(463c) Risk-Centric Optimal Synthetic-Pathway Generation System Using Monte Carlo Tree Search and Open Data of Reactions and Material Safety
AIChE Annual Meeting
2020
2020 Virtual AIChE Annual Meeting
Sustainable Engineering Forum
Poster Session: Sustainability and Sustainable Biorefineries
Thursday, November 19, 2020 - 8:00am to 9:00am
Currently, there is a commercial S/W reaction path design such as Chematica, but it is difficult to use universally in cost aspects(high cost) and specific conditions(cost optimization). Therefore, this study proposes a system that generates a path optimized for safety with Graph algorithm considering reaction energy and material stability(or risk). Concretely, this study proposes a smart path search/generation system based on the automatic collection of open source and open data using database construction and Monte Carlo Tree Search(MCTS).

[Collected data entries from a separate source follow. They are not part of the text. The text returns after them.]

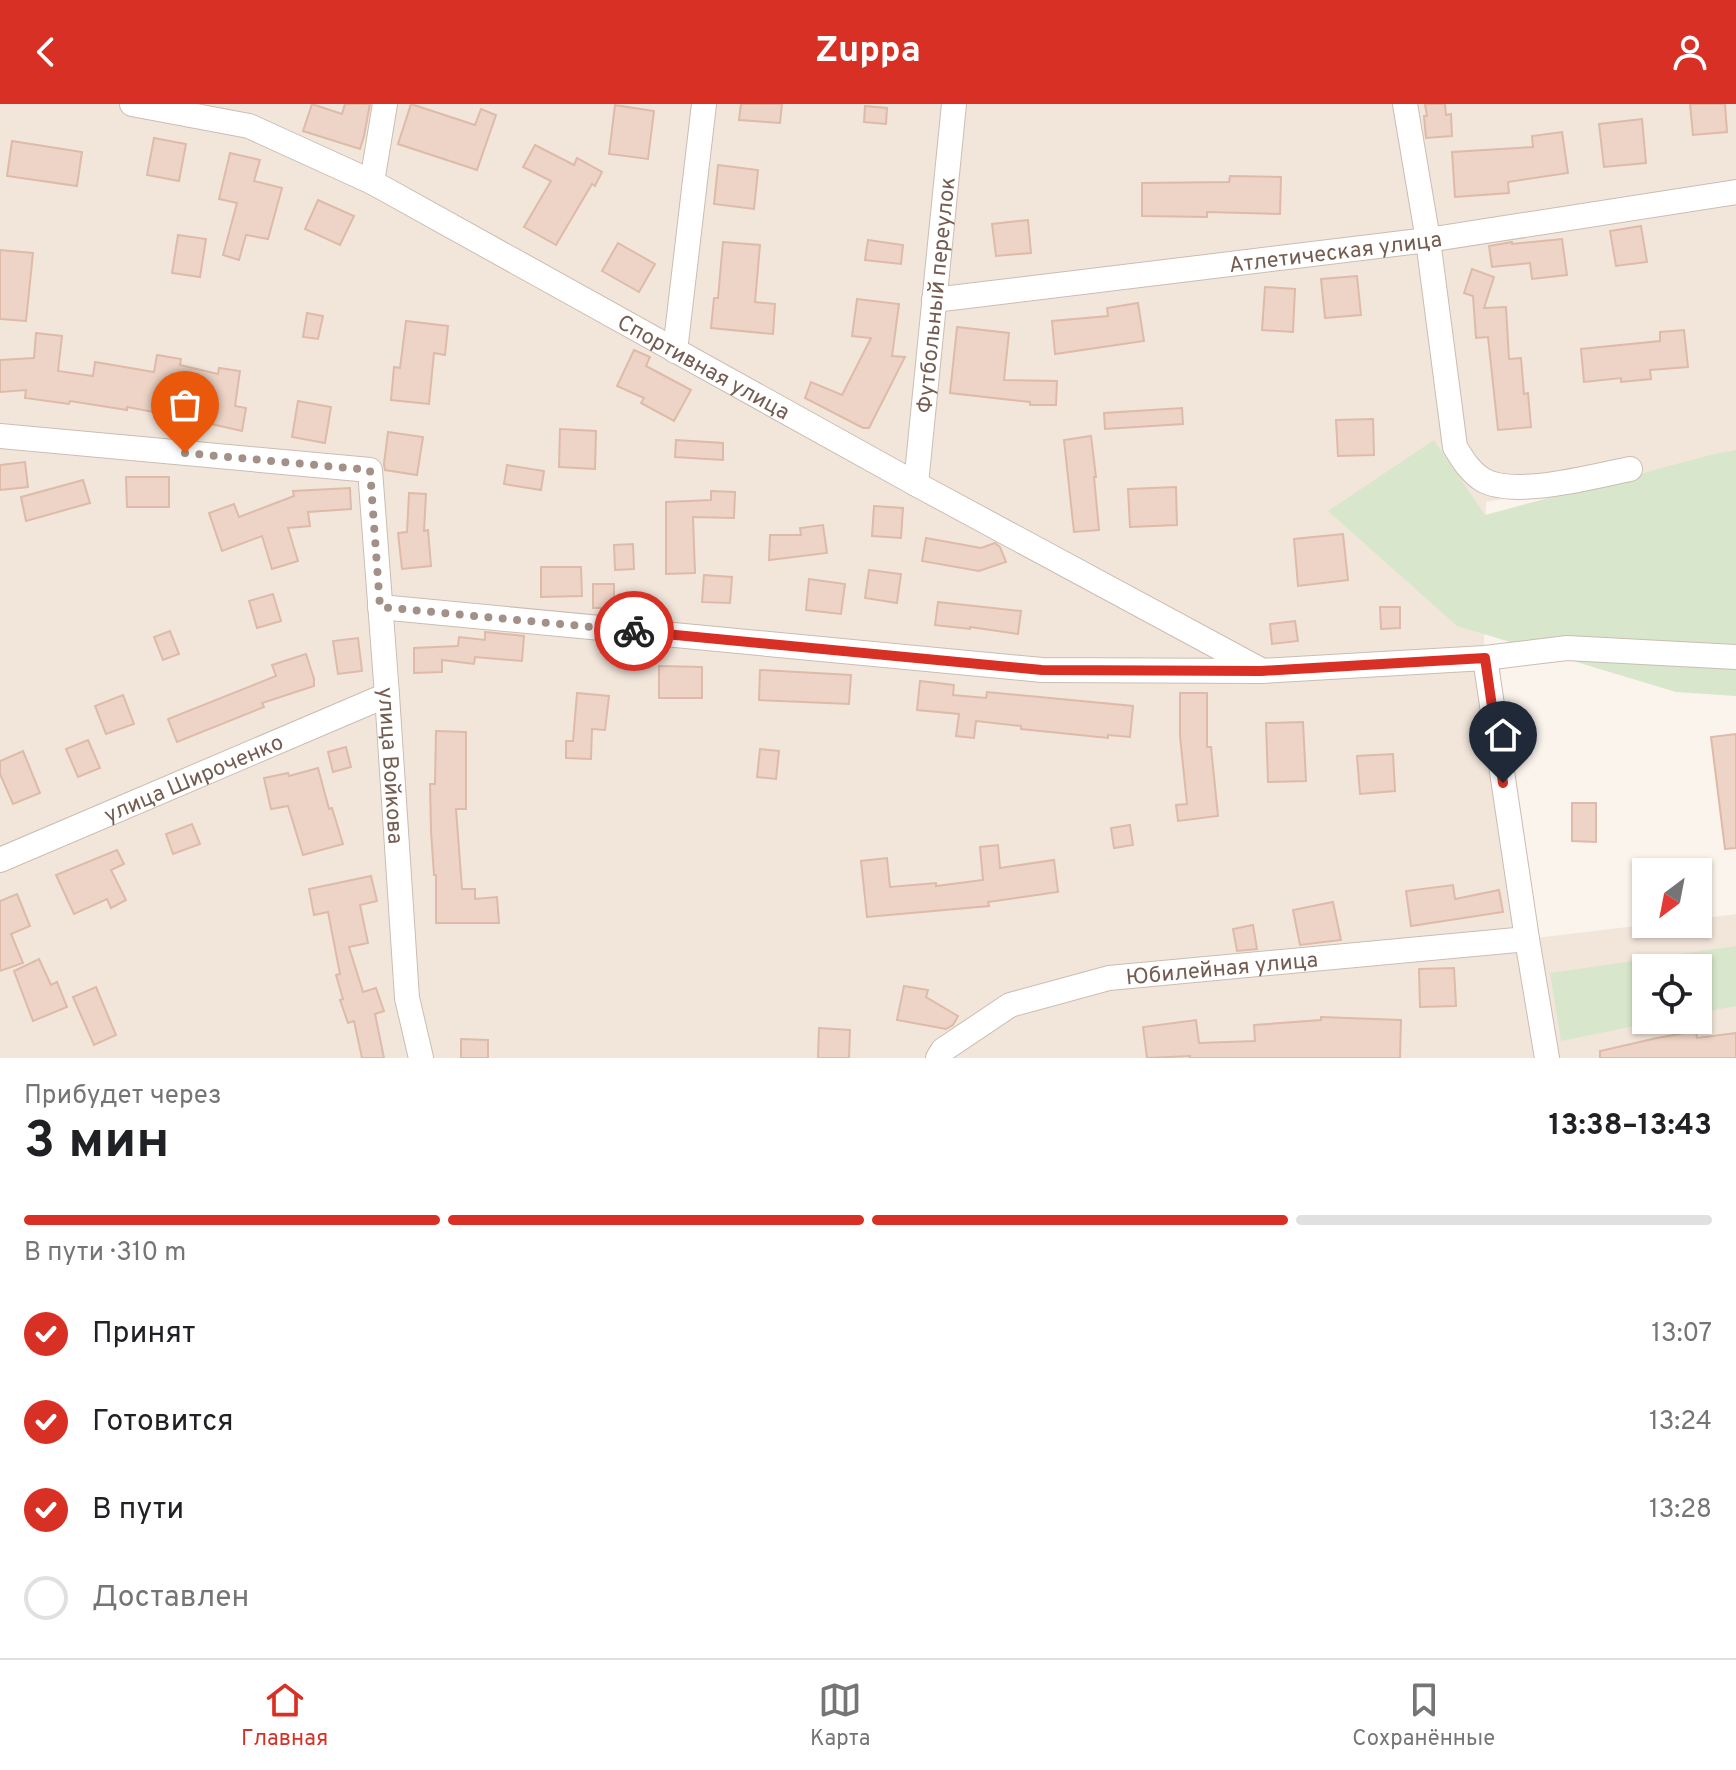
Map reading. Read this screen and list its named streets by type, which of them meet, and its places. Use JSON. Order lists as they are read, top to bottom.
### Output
{
  "streets": {
    "street": [
      "Атлетическая улица",
      "Футбольный переулок",
      "Спортивная улица",
      "улица Войкова",
      "улица Широченко",
      "Юбилейная улица"
    ]
  },
  "crossings": [
    ["Атлетическая улица", "Футбольный переулок"],
    ["Футбольный переулок", "Спортивная улица"],
    ["улица Войкова", "улица Широченко"]
  ],
  "north": "bottom left",
  "page": {
    "header": "Zuppa",
    "heading": ["3 мин", "Прибудет через", "13:38–13:43"],
    "bar": "В пути · 310 m",
    "list": [
      ["Принят", "13:07"],
      ["Готовится", "13:24"],
      ["В пути", "13:28"],
      "Доставлен"
    ],
    "tabs": ["Главная", "Карта", "Сохранённые"]
  }
}
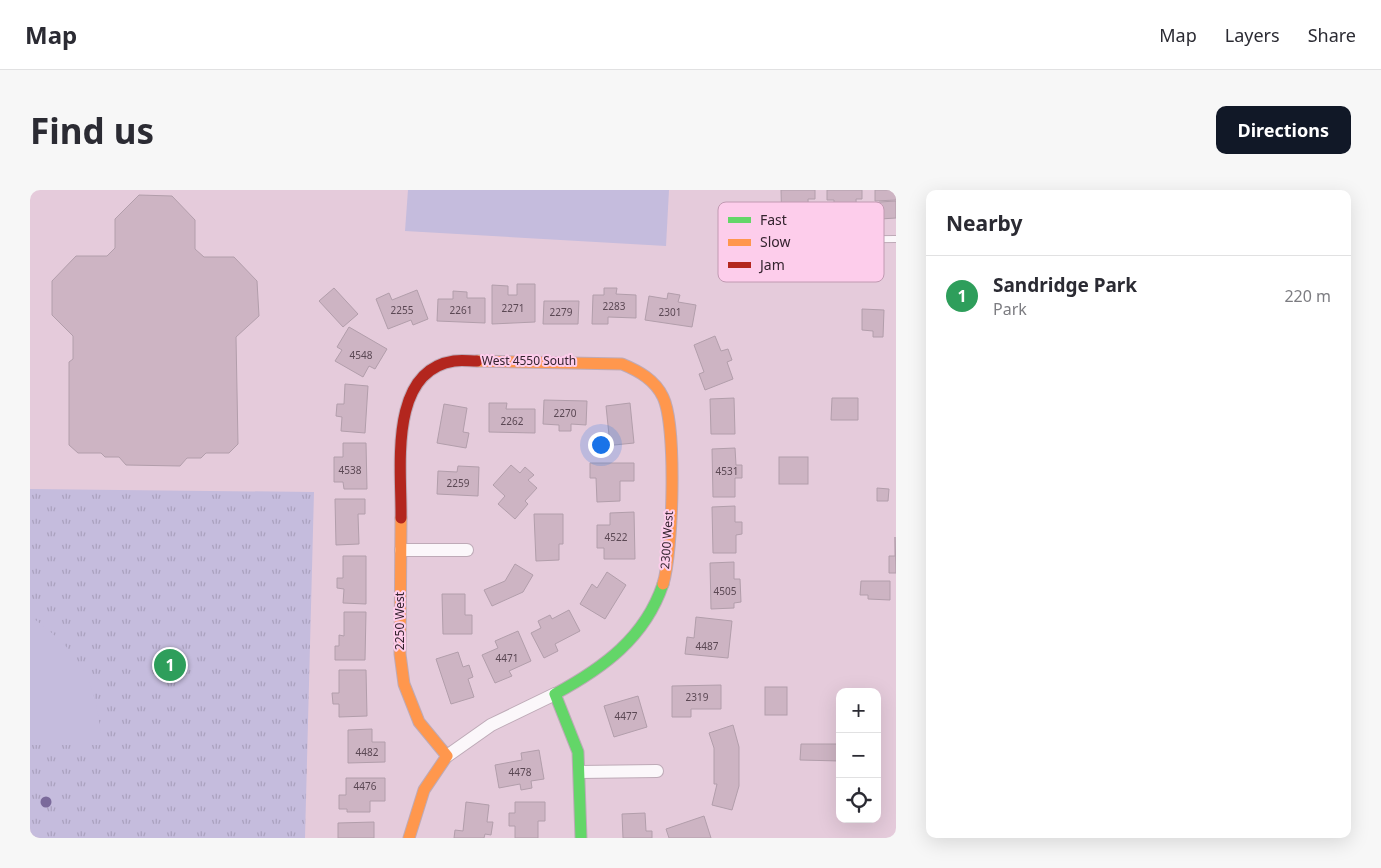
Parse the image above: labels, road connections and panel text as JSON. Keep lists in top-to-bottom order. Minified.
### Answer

In the data mining step, we conducted automatic Web Crawling and Web Scraping which can be continuously updated to build system DB, and collected public data such as Google patents, PubChem and ChemSpider. So far, we have collected a large amount of synthetic data, including about 4.8 million compound data and about 2.2 millions synthetic data.
Then, After the data which collected for the synthetic pathway design was constructed as a data networks, apply them to the search algorithm. In general path search algorithms such as Depth First Search (DFS) and Breath First Search (BFS), the time complexity is O(|V|+|E|) when implemented as an adjacency list, and the time complexity is O(|V|^ 2) when implemented as an adjacency matrix. This because there is an explosive increase in the operation speed in proportion to the increase in data. In order to improve this, this study tried to shorten the operation time by applying MCTS algorithm. The synthetic pathway is proposed by searching for which path is generated in a specified depth through data such as reaction, risk, energy, etc. At this time, the weight of MCTS is determined based on degree of risk of reaction, reactant and product. The risk of the reaction that can be derived from the enthalpy change are calculated using the Benson Group Increment Theory(BGIT). Hazard of the reactant and product is classified based on the related public data like NFPA 704 code, Protective Action Criterias(PACs), Acute exposure Guideline Levels(AEGLs) and Emergency Response Planning Guidelines(ERPGs). Consequently, the generated synthetic pathways are represented as Knowledge graph and string data tree types. The result of this study are as follows: 1) Knowledge graph results are classified by color. 2) String result shows the synthesis information, chemicals and risk each nodeâs paths and paths.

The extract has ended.